ABC, Michael Kelley and most everyone involved with Revenge admitted it went awry in season two. Hopefully that recognition and the new lead writer will get a once a very enjoyable and saucy primetime soap back on track.

I guess I did find an emotion: Hope.

Thinking ahead: Criminal Minds

This will be my first season watching Criminal Minds in-season having only seen it on Ion and A&E reruns. I made the decision to watch last year’s season finale because 1) I knew it is the kind of show you can jump into mid-stream without feeling lost (pun…intended); and 2) I heard they were going to kill off one of the team. Unfortunately that turned out to be a bit of an oversell as it was Strauss who bit the bullet at the hands of Hans Solo. Not really what I was expecting and, frankly, kind of a cop out. I generally do not subscribe to the theory that killing off a character is gimmicky but in this case it clearly was exactly that.

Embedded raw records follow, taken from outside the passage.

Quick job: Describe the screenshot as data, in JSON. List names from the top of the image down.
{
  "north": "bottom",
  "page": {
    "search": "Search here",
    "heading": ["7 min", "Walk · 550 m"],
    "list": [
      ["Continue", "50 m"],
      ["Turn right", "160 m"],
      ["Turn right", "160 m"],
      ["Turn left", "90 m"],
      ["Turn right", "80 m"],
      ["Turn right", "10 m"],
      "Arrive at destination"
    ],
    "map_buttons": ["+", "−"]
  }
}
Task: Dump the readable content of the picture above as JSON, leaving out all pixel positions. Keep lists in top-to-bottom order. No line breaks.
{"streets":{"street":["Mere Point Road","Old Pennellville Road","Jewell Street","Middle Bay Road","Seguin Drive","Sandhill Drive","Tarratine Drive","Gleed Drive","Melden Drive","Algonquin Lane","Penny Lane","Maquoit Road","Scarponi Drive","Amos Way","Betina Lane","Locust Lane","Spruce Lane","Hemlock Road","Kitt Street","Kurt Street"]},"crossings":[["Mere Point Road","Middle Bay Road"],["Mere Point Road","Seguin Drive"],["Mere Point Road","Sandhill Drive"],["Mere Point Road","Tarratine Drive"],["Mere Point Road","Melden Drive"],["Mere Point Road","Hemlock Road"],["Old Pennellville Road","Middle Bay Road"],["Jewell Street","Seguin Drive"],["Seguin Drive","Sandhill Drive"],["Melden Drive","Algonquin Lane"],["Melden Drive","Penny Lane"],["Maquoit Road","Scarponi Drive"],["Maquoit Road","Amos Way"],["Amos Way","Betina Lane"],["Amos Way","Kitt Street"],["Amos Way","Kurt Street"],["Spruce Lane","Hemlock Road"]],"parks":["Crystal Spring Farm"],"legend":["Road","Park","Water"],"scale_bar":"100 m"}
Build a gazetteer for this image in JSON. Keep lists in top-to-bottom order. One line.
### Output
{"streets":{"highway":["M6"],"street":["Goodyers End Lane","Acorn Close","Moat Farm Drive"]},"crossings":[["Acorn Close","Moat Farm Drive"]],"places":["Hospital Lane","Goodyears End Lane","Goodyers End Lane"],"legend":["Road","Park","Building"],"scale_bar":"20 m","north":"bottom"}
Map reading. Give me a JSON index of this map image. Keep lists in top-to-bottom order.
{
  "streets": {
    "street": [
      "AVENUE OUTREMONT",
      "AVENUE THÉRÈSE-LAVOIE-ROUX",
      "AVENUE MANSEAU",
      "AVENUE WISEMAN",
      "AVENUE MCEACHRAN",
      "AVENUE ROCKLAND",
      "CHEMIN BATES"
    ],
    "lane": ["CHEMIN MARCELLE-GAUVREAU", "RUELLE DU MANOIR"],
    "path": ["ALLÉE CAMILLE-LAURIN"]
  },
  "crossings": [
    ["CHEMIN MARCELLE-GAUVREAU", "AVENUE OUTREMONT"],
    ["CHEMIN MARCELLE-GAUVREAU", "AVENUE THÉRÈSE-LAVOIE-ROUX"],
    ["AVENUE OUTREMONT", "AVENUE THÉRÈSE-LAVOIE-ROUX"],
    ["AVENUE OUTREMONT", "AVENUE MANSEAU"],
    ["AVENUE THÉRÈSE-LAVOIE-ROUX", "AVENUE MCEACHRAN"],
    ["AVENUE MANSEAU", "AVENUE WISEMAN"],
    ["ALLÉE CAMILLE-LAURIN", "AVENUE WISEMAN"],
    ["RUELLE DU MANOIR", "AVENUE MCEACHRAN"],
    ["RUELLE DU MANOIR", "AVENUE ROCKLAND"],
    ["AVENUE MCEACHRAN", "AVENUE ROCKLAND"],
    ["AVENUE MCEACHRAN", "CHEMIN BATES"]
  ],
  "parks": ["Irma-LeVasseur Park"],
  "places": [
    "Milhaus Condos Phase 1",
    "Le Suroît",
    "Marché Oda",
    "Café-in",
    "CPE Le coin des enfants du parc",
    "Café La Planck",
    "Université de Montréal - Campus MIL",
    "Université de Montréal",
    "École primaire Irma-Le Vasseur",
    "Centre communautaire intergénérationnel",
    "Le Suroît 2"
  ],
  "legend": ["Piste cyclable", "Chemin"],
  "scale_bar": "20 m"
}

Because Crim is a procedural there isn’t much to think about before the season. If there is one thing I would like to see it is that the writers would crimp into Garcia’s data mining abilities. She is every bit the electronic snooper that Harold Finch is on Person of Interest but her methods are simply a means to an end for Criminal Minds. I want to see this for two reasons. First, the more I watch the show the more “hand of God” her work seems. Her ability to pull up exactly the right person through the most exacting and bizarre search parameters is often too much to be believable.

Here is an example. In season seven, episode 11 Hotch asks Garcia to find everyone in a region with an IQ higher than 120. Then she is cross referencing Zodiac Killer researchers with high-level chess players. I mean, come on.

How they might throttle her back can be found in the second reason: The NSA spying revelations resulting from Edward Snoden’s stealing and subsequent leaking of government documents. Garcia only acts when the BAU is chasing an unsub as opposed to the NSA’s blanket surveillance but the limitless pools of data she is able to tap into and the relative ease with which she does it make an easy comparison. I would love to see a case where her work incorrectly identifies an unsub and leads to her being sidelined or severely crippled in what she is able to do. How the team does its work without her would be interesting to see. Except for when she was shot (by Longmire’s Bailey Chase, no less) she has been one of the show’s most constant characters, right up there with her dark chocolate, Derek Morgan. Let’s shake it up a little.